Subject: Announcement. Date: Sun, 01 Apr 2007
To all my friends:
After a great deal of soul searching and inner torment, and with my half century mark looming, I thought it was time to come clean. I am coming out of the closet.
It is a fabulous feeling, being free. We will work out the details shortly. But I just wanted everyone to know the real me. This is who I am. A gay American. I hope the shock is not too much. I hope we will remain the dearest of friends.
Phillip (aka Brick)
April 1, 2007
Ha! Didn’t know I still had that. Think my friend Danette had kept a copy. She sent it back to me. Blackmail purposes, probably. Anyway, it was the very last April Fools prank I ever pulled. The nuclear option. Most people believed it. Even my mother.

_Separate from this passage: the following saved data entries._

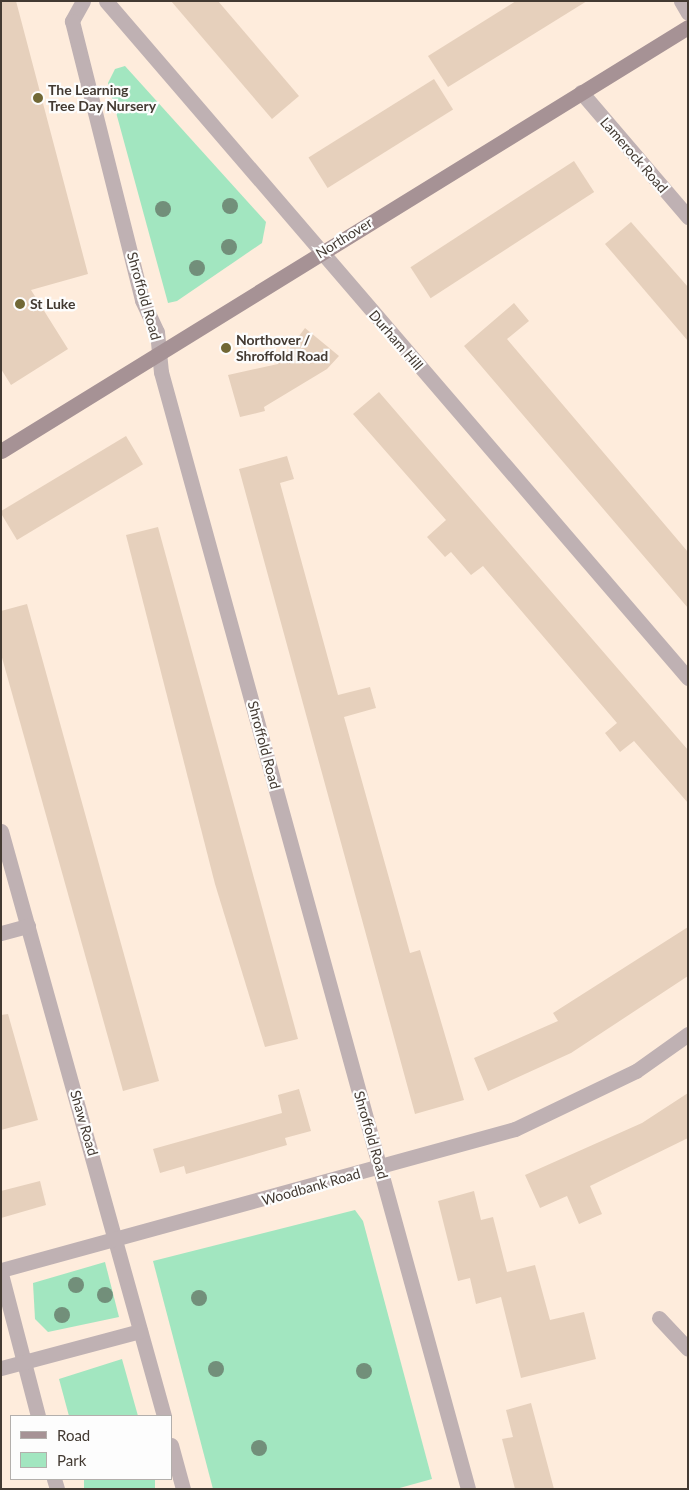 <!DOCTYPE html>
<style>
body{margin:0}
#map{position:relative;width:689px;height:1490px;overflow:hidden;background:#feecdc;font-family:Lato,sans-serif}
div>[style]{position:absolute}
.green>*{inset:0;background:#a2e6c0;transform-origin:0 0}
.building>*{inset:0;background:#e6d0bc;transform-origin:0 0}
.lane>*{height:15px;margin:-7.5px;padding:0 7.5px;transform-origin:7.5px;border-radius:7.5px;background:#bfb1b3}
.street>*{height:15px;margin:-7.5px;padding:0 7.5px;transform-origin:7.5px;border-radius:7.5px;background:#bfb1b3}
.secondary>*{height:15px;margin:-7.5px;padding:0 7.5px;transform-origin:7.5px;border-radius:7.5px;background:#a69295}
.trees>*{width:16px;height:16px;margin:-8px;border-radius:50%;background:#728f7a}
.dots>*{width:14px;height:14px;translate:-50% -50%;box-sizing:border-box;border:2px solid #fdfdfd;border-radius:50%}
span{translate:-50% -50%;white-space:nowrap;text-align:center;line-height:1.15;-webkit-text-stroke:4.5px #fdfdfd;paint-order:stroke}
.poi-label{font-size:14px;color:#433a32;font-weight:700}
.left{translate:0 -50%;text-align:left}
.street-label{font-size:14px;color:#433a32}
.frame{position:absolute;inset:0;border:2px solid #433a32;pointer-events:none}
.legend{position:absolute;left:10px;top:1415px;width:162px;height:65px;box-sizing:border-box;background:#fdfdfd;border:1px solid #b3afac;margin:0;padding:6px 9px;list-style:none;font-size:15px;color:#433a32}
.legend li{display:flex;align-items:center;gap:10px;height:25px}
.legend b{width:25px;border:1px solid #b3afac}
</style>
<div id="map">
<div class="green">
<i style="clip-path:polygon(125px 66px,266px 222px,262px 243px,177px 301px,168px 303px,108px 83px,115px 69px)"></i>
<i style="clip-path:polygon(355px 1210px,363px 1221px,432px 1479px,396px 1489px,213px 1489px,153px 1261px)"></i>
<i style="clip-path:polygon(105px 1262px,119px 1317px,48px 1332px,35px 1319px,33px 1283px)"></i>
<i style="clip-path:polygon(122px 1359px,138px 1416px,69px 1416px,59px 1379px)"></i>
<i style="left:84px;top:1479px;width:71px;height:10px"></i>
</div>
<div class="building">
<i style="clip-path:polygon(1px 1px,16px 1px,88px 274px,31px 290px,68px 349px,11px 385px,1px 369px)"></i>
<i style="clip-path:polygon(171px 1px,218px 1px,299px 96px,272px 119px)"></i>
<i style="clip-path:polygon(516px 1px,587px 1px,448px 87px,428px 56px)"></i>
<i style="left:434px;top:79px;width:36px;height:148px;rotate:58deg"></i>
<i style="left:574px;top:161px;width:37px;height:195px;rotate:57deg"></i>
<i style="clip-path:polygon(631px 222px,688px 287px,688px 341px,605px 244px)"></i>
<i style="clip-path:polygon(514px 303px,529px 321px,507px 339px,688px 552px,688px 608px,464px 346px)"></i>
<i style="clip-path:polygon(305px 328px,339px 356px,327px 369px,264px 407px,265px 411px,240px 417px,228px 375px,278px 364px)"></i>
<i style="clip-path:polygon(379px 392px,688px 750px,688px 803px,634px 741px,620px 752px,605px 733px,617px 723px,483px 566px,471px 575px,451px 552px,445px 557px,427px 537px,446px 520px,353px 414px)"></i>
<i style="left:126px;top:436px;width:33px;height:147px;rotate:59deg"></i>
<i style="clip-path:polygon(287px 456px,294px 479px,280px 483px,338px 695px,370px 687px,376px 708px,344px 717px,410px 953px,420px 950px,464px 1100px,415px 1114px,239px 469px)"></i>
<i style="clip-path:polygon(158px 527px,298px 1039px,265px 1047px,215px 884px,126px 535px)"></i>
<i style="clip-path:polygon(27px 604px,159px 1081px,123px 1091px,1px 654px,1px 611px)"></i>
<i style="clip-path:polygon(688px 927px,688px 976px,571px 1053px,488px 1091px,474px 1058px,558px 1021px,553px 1013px)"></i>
<i style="clip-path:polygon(8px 1014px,38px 1120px,1px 1130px,1px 1015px)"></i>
<i style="clip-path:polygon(299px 1089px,311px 1131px,285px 1138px,287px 1145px,211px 1167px,186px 1174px,184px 1166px,160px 1173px,153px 1149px,282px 1113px,278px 1095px)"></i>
<i style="clip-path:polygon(688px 1093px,688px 1138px,590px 1186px,602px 1214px,579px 1224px,567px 1196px,540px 1208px,525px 1175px,642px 1123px)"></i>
<i style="clip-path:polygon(40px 1181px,46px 1205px,1px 1218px,1px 1191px)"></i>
<i style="clip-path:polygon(474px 1191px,481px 1220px,493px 1217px,507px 1272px,535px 1265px,550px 1320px,584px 1312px,596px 1359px,521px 1378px,501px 1297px,476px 1304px,470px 1278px,458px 1281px,438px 1201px)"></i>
<i style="clip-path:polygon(531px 1403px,554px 1489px,515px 1489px,502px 1439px,513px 1437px,506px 1410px)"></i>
</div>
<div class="lane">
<i style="left:659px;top:1318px;width:42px;rotate:46.9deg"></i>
</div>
<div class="street">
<i style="left:83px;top:1px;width:23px;rotate:119deg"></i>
<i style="left:72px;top:21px;width:288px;rotate:75.9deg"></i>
<i style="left:142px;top:300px;width:35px;rotate:65deg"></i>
<i style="left:157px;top:332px;width:40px;rotate:84.3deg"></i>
<i style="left:161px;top:372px;width:1158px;rotate:74.63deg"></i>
<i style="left:106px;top:1px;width:893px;rotate:49.32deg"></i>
<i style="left:681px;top:1px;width:14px;rotate:60deg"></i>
<i style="left:581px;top:92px;width:165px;rotate:49.4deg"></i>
<i style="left:1px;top:831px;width:607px;rotate:74.43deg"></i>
<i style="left:1px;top:933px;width:28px;rotate:-15deg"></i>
<i style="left:1px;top:1270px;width:533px;rotate:-15.34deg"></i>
<i style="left:515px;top:1129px;width:134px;rotate:-25.6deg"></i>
<i style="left:636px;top:1071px;width:64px;rotate:-35.4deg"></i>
<i style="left:1px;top:1274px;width:147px;rotate:75.4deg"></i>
<i style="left:1px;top:1368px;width:144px;rotate:-14.9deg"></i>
<i style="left:171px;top:1445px;width:46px;rotate:74.7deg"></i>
<i style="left:54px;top:1479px;width:10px;rotate:73deg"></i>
</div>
<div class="secondary">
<i style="left:1px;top:451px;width:807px;rotate:-31.68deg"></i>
</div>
<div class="trees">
<i style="left:230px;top:206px"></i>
<i style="left:163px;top:209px"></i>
<i style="left:229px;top:247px"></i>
<i style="left:197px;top:268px"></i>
<i style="left:76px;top:1285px"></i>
<i style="left:105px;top:1295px"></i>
<i style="left:199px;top:1298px"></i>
<i style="left:62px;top:1315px"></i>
<i style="left:216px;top:1369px"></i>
<i style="left:364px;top:1371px"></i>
<i style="left:259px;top:1448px"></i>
</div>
<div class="dots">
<i style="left:38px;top:98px;background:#716835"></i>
<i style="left:20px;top:304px;background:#716835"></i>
<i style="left:226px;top:348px;background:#716835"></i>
</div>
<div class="poi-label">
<span class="left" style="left:48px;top:98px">The Learning<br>Tree Day Nursery</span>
<span class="left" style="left:30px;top:304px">St Luke</span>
<span class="left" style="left:236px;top:348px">Northover /<br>Shroffold Road</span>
</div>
<div class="street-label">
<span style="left:634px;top:155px;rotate:49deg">Lamerock Road</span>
<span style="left:344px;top:238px;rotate:-32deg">Northover</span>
<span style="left:144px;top:296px;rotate:74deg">Shroffold Road</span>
<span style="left:396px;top:340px;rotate:49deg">Durham Hill</span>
<span style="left:264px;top:745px;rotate:75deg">Shroffold Road</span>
<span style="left:84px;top:1123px;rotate:74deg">Shaw Road</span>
<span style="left:371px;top:1135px;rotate:74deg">Shroffold Road</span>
<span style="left:311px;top:1187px;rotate:-16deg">Woodbank Road</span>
</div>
<div class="frame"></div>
<ul class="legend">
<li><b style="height:6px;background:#a69295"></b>Road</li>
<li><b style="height:14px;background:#a2e6c0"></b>Park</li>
</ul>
</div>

I was floored how people automatically assumed that Brick, that big giant gnarly punk rock drumming jazz critic, was coming out of the closet. Apparently they had no problem believing it. They were surprised but supportive. I got beautiful, understanding emails. A lot of them. It was pretty funny. Hell, it was hysterical. I called my wife, giggling. As the afternoon wore on the responses grew longer and even more beautiful and supportive. I began to feel guilty about the time they grew to several hundred words. They kept coming. Dozens of them. I felt guiltier. Finally I received one that was almost literature. It was the sort of thing that should have been printed in a major national magazine it was so beautiful. It almost made me wish I really had come out of the closet. I realized I’d better put an end to this before my feelings of guilt turned to self-loathing. So I thanked everyone for their kind words and then said, uh, April Fools. You’d be amazed how fast love and understanding turns to anger and resentment.
Of course, there was that response from a close friend. It wasn’t long and supportive and beautiful. Just the opposite. In fact it was only three words: I knew it, she said. She knew it? She never explained how she knew it. I wondered what I had done but was afraid to ask. I still wonder. She never did say April Fools.